## TASK PROMPT:
Please retype the entries that follow exactly as they are, leaving the images behind.

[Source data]
==========
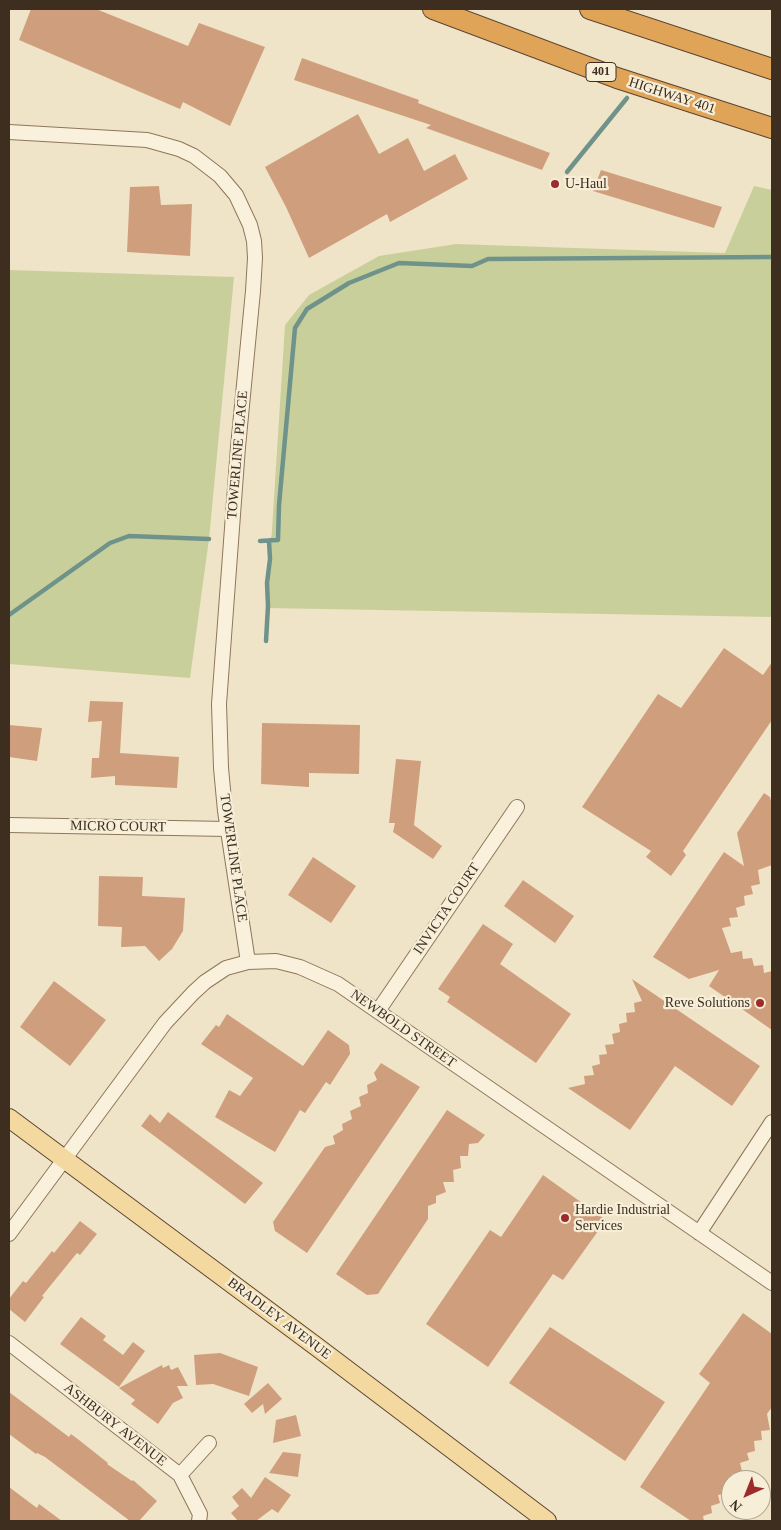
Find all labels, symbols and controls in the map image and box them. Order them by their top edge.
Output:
road number: 401 [586,62,616,82]
street label: HIGHWAY 401 [627,74,717,118]
place label: U-Haul [565,176,607,192]
marker: U-Haul [549,178,561,190]
street label: TOWERLINE PLACE [224,390,252,520]
street label: TOWERLINE PLACE [216,793,250,923]
street label: MICRO COURT [70,818,166,836]
street label: INVICTA COURT [410,860,484,958]
street label: NEWBOLD STREET [347,986,459,1072]
place label: Reve Solutions [665,995,750,1011]
marker: Reve Solutions [754,997,766,1009]
place label: Hardie Industrial Services [575,1202,670,1234]
marker: Hardie Industrial Services [559,1212,571,1224]
street label: BRADLEY AVENUE [224,1275,334,1363]
street label: ASHBURY AVENUE [60,1380,170,1470]
north arrow [721,1470,771,1520]
text: N [727,1497,745,1514]

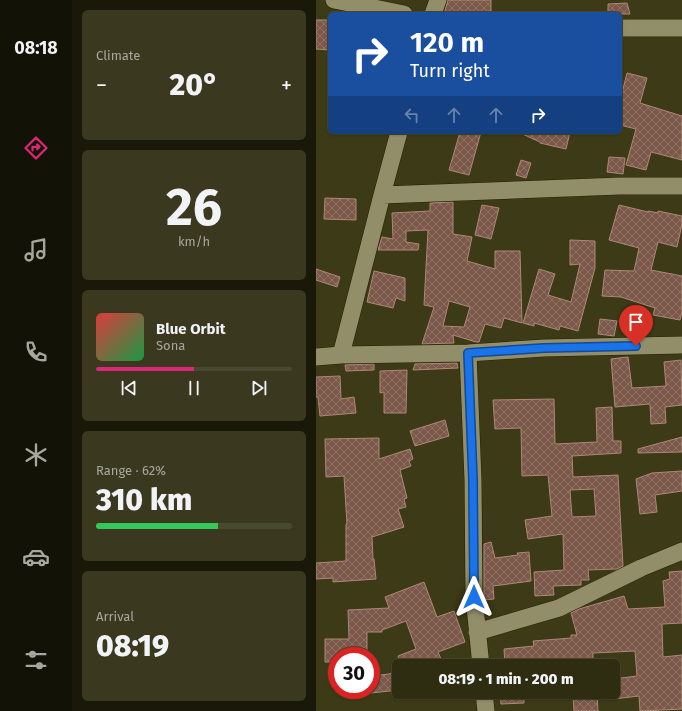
==========
## WRITTEN ANSWER:
Find all labels, symbols and controls in the map image and box them. Order them by their top edge.
Output:
road number: 401 [586,62,616,82]
street label: HIGHWAY 401 [627,74,717,118]
place label: U-Haul [565,176,607,192]
marker: U-Haul [549,178,561,190]
street label: TOWERLINE PLACE [224,390,252,520]
street label: TOWERLINE PLACE [216,793,250,923]
street label: MICRO COURT [70,818,166,836]
street label: INVICTA COURT [410,860,484,958]
street label: NEWBOLD STREET [347,986,459,1072]
place label: Reve Solutions [665,995,750,1011]
marker: Reve Solutions [754,997,766,1009]
place label: Hardie Industrial Services [575,1202,670,1234]
marker: Hardie Industrial Services [559,1212,571,1224]
street label: BRADLEY AVENUE [224,1275,334,1363]
street label: ASHBURY AVENUE [60,1380,170,1470]
north arrow [721,1470,771,1520]
text: N [727,1497,745,1514]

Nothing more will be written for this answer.